Problem statement. Please retype every record below exactly, leaving the pictures out.
(Beginning of Given information)
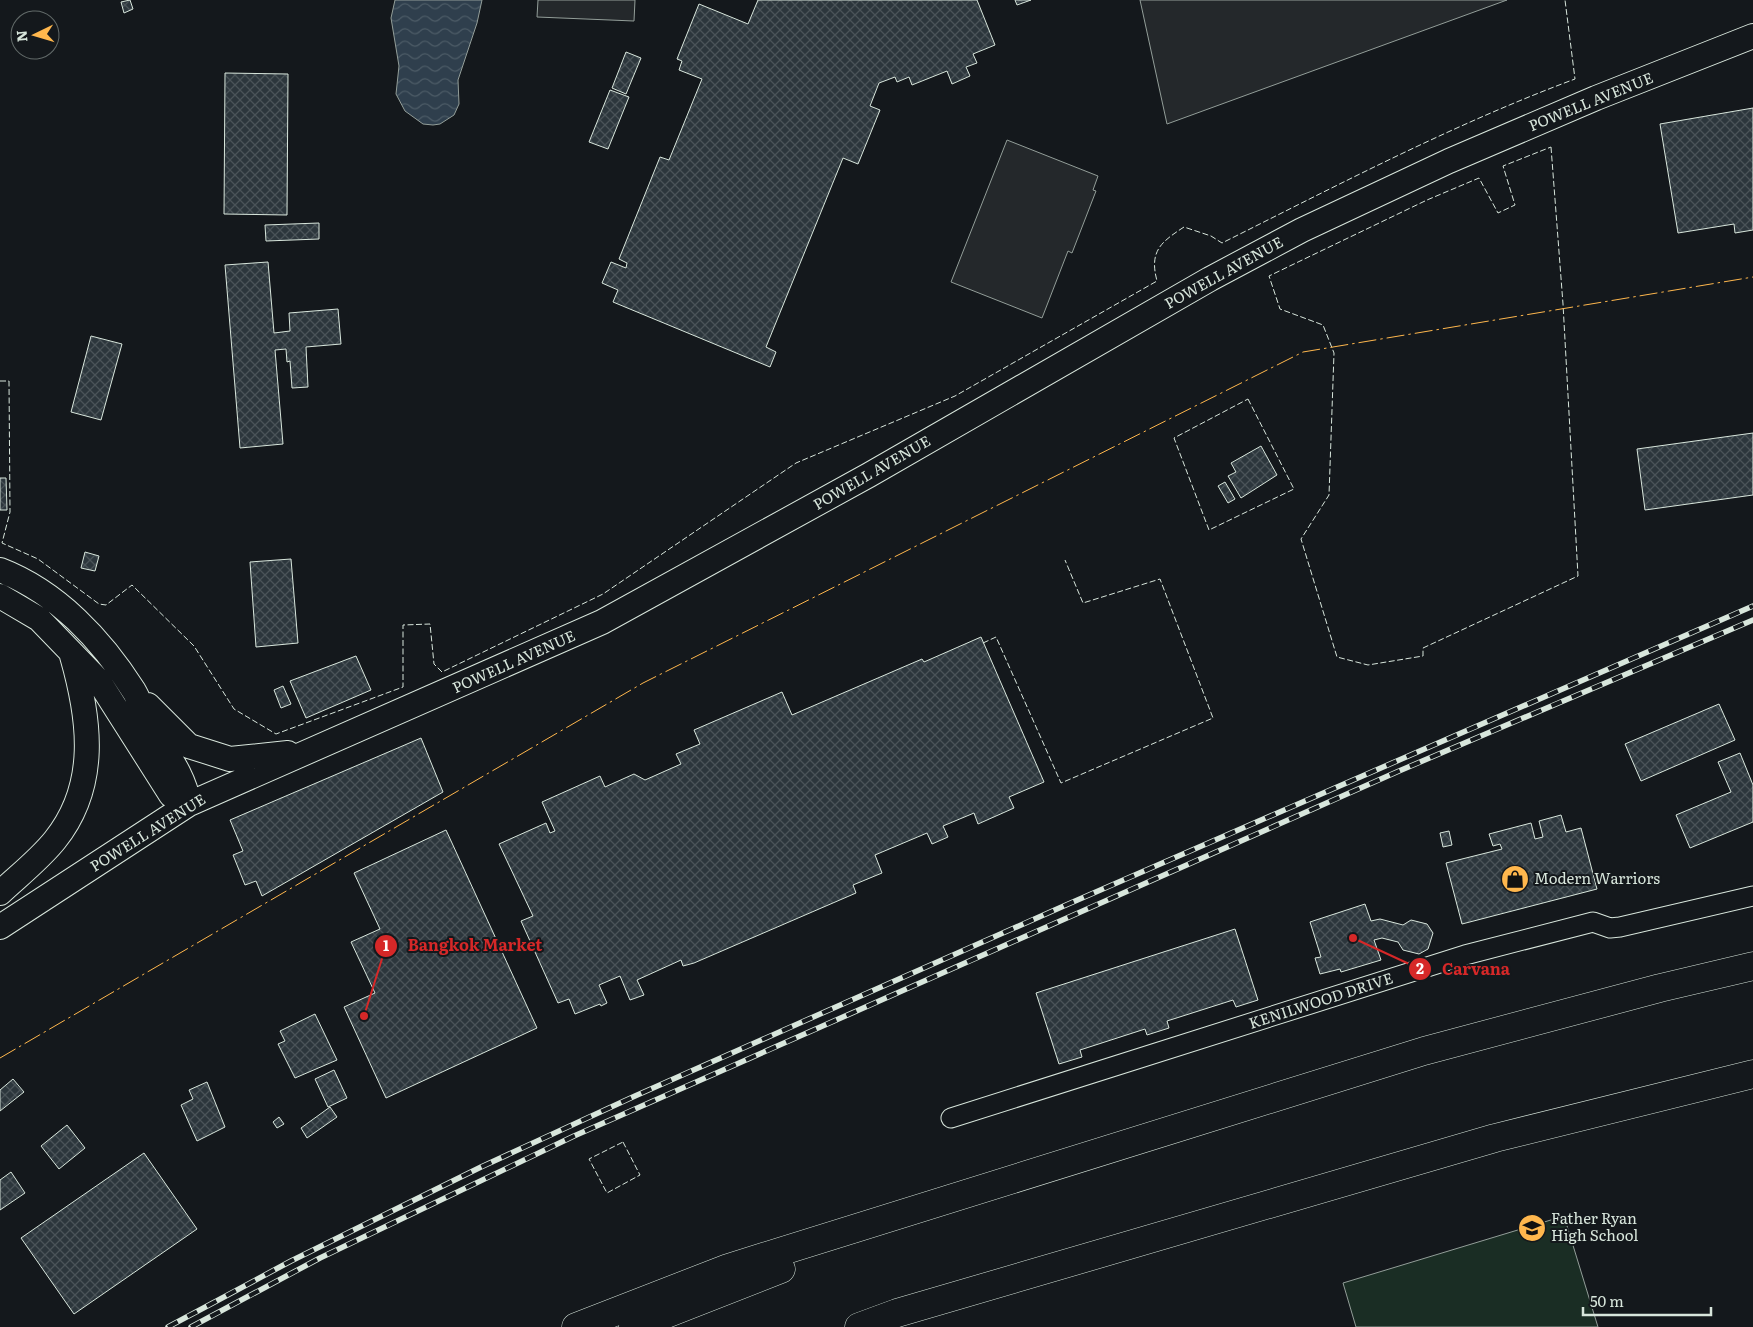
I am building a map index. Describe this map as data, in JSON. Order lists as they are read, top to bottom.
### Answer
{
  "streets": {
    "main road": ["POWELL AVENUE"],
    "street": ["KENILWOOD DRIVE"]
  },
  "places": {
    "shop": ["Modern Warriors"],
    "other": ["Carvana", "Bangkok Market"],
    "school or university": ["Father Ryan High School"]
  },
  "scale_bar": "50 m",
  "north": "left"
}
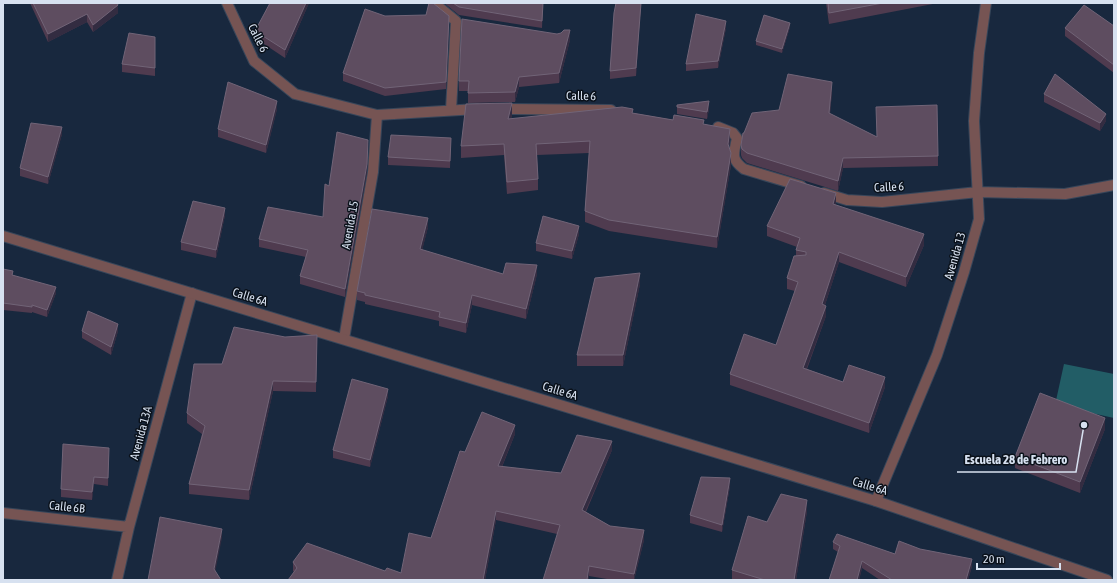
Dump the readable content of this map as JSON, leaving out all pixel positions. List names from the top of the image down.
{
  "streets": {
    "street": [
      "Calle 6",
      "Avenida 15",
      "Avenida 13",
      "Calle 6A",
      "Avenida 13A",
      "Calle 6B"
    ]
  },
  "crossings": [
    ["Calle 6", "Avenida 15"],
    ["Calle 6", "Avenida 13"],
    ["Avenida 15", "Calle 6A"],
    ["Avenida 13", "Calle 6A"],
    ["Calle 6A", "Avenida 13A"],
    ["Avenida 13A", "Calle 6B"]
  ],
  "places": ["Escuela 28 de Febrero"],
  "scale_bar": "20 m"
}
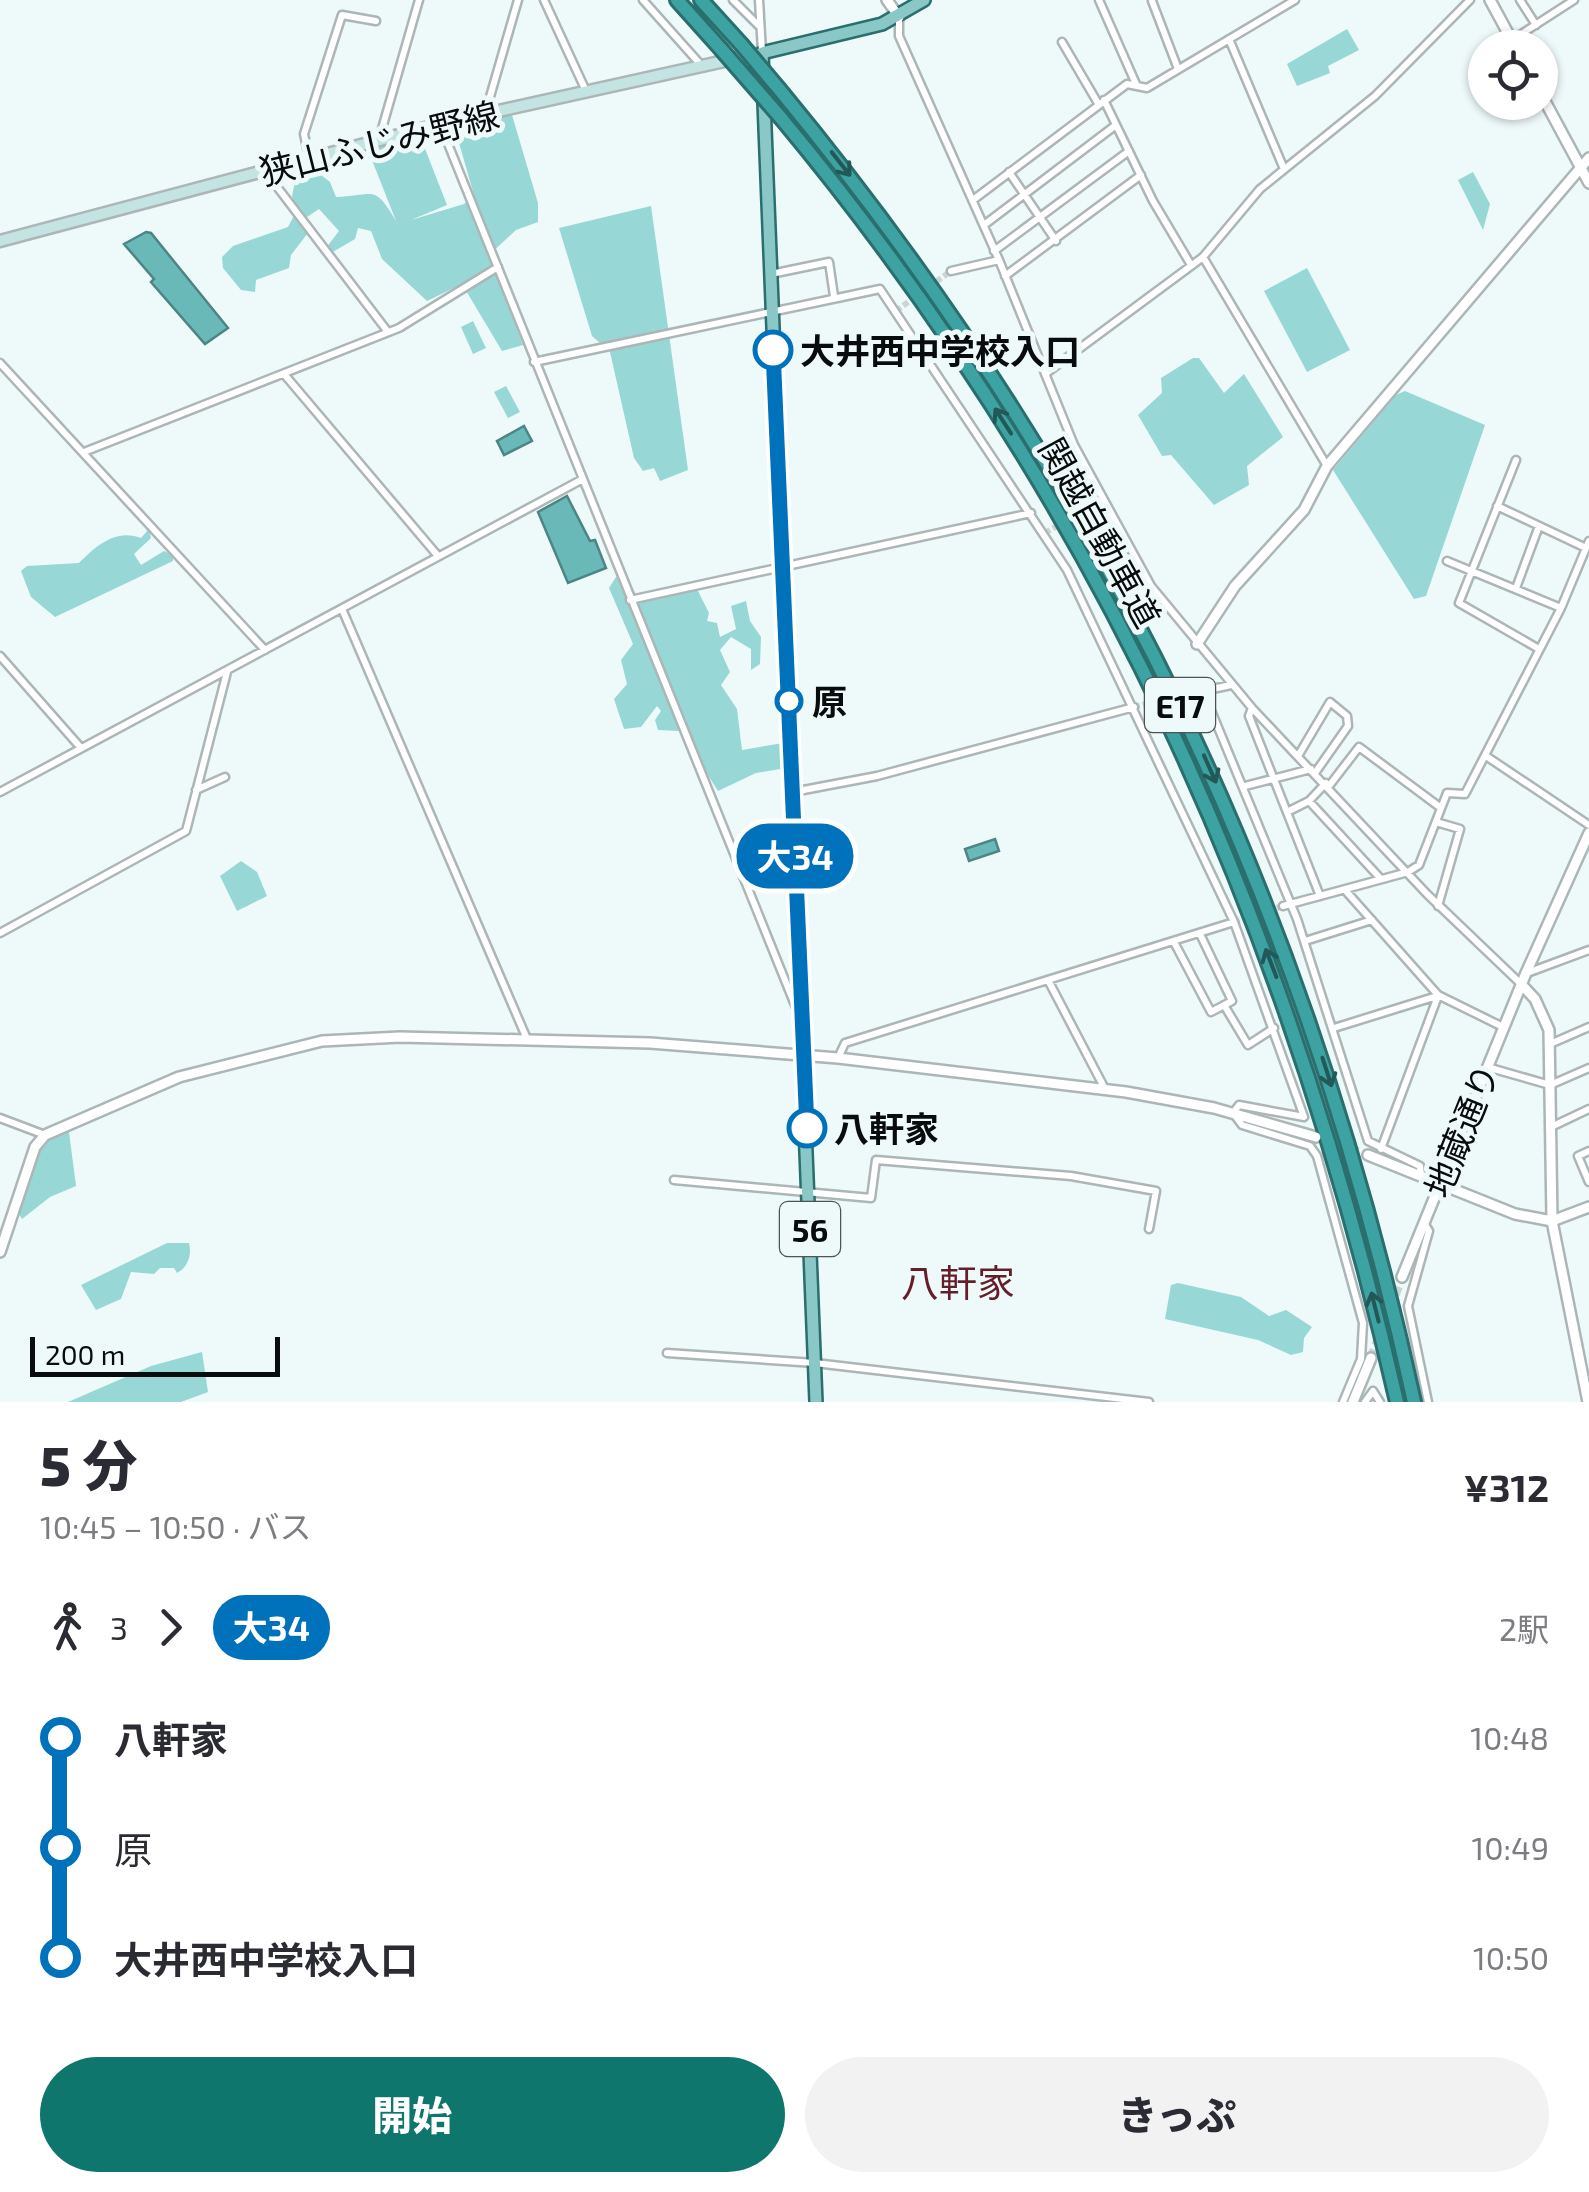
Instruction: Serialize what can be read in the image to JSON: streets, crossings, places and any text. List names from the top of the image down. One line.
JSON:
{"streets":{"highway":["関越自動車道","E17"],"main road":["狭山ふじみ野線","56"],"street":["地蔵通り"]},"crossings":[["狭山ふじみ野線","56"]],"districts":["八軒家"],"places":["大井西中学校入口","原","八軒家"],"lines":["bus line 大34"],"scale_bar":"200 m","page":{"on_map":"大34","scale":"200 m","heading":["5 分","10:45 – 10:50 · バス","¥312"],"legs":["3","大34","2駅"],"list":[{"name":"八軒家","value":"10:48"},{"name":"原","value":"10:49"},{"name":"大井西中学校入口","value":"10:50"}],"buttons":["開始","きっぷ"]}}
(End of Given information)
Task output.
I am building a map index. Describe this map as data, in JSON. Order lists as they are read, top to bottom.
### Answer
{
  "streets": {
    "main road": ["POWELL AVENUE"],
    "street": ["KENILWOOD DRIVE"]
  },
  "places": {
    "shop": ["Modern Warriors"],
    "other": ["Carvana", "Bangkok Market"],
    "school or university": ["Father Ryan High School"]
  },
  "scale_bar": "50 m",
  "north": "left"
}
Dump the readable content of this map as JSON, leaving out all pixel positions. List names from the top of the image down.
{
  "streets": {
    "street": [
      "Calle 6",
      "Avenida 15",
      "Avenida 13",
      "Calle 6A",
      "Avenida 13A",
      "Calle 6B"
    ]
  },
  "crossings": [
    ["Calle 6", "Avenida 15"],
    ["Calle 6", "Avenida 13"],
    ["Avenida 15", "Calle 6A"],
    ["Avenida 13", "Calle 6A"],
    ["Calle 6A", "Avenida 13A"],
    ["Avenida 13A", "Calle 6B"]
  ],
  "places": ["Escuela 28 de Febrero"],
  "scale_bar": "20 m"
}
Instruction: Serialize what can be read in the image to JSON: streets, crossings, places and any text. List names from the top of the image down. One line.
JSON:
{"streets":{"highway":["関越自動車道","E17"],"main road":["狭山ふじみ野線","56"],"street":["地蔵通り"]},"crossings":[["狭山ふじみ野線","56"]],"districts":["八軒家"],"places":["大井西中学校入口","原","八軒家"],"lines":["bus line 大34"],"scale_bar":"200 m","page":{"on_map":"大34","scale":"200 m","heading":["5 分","10:45 – 10:50 · バス","¥312"],"legs":["3","大34","2駅"],"list":[{"name":"八軒家","value":"10:48"},{"name":"原","value":"10:49"},{"name":"大井西中学校入口","value":"10:50"}],"buttons":["開始","きっぷ"]}}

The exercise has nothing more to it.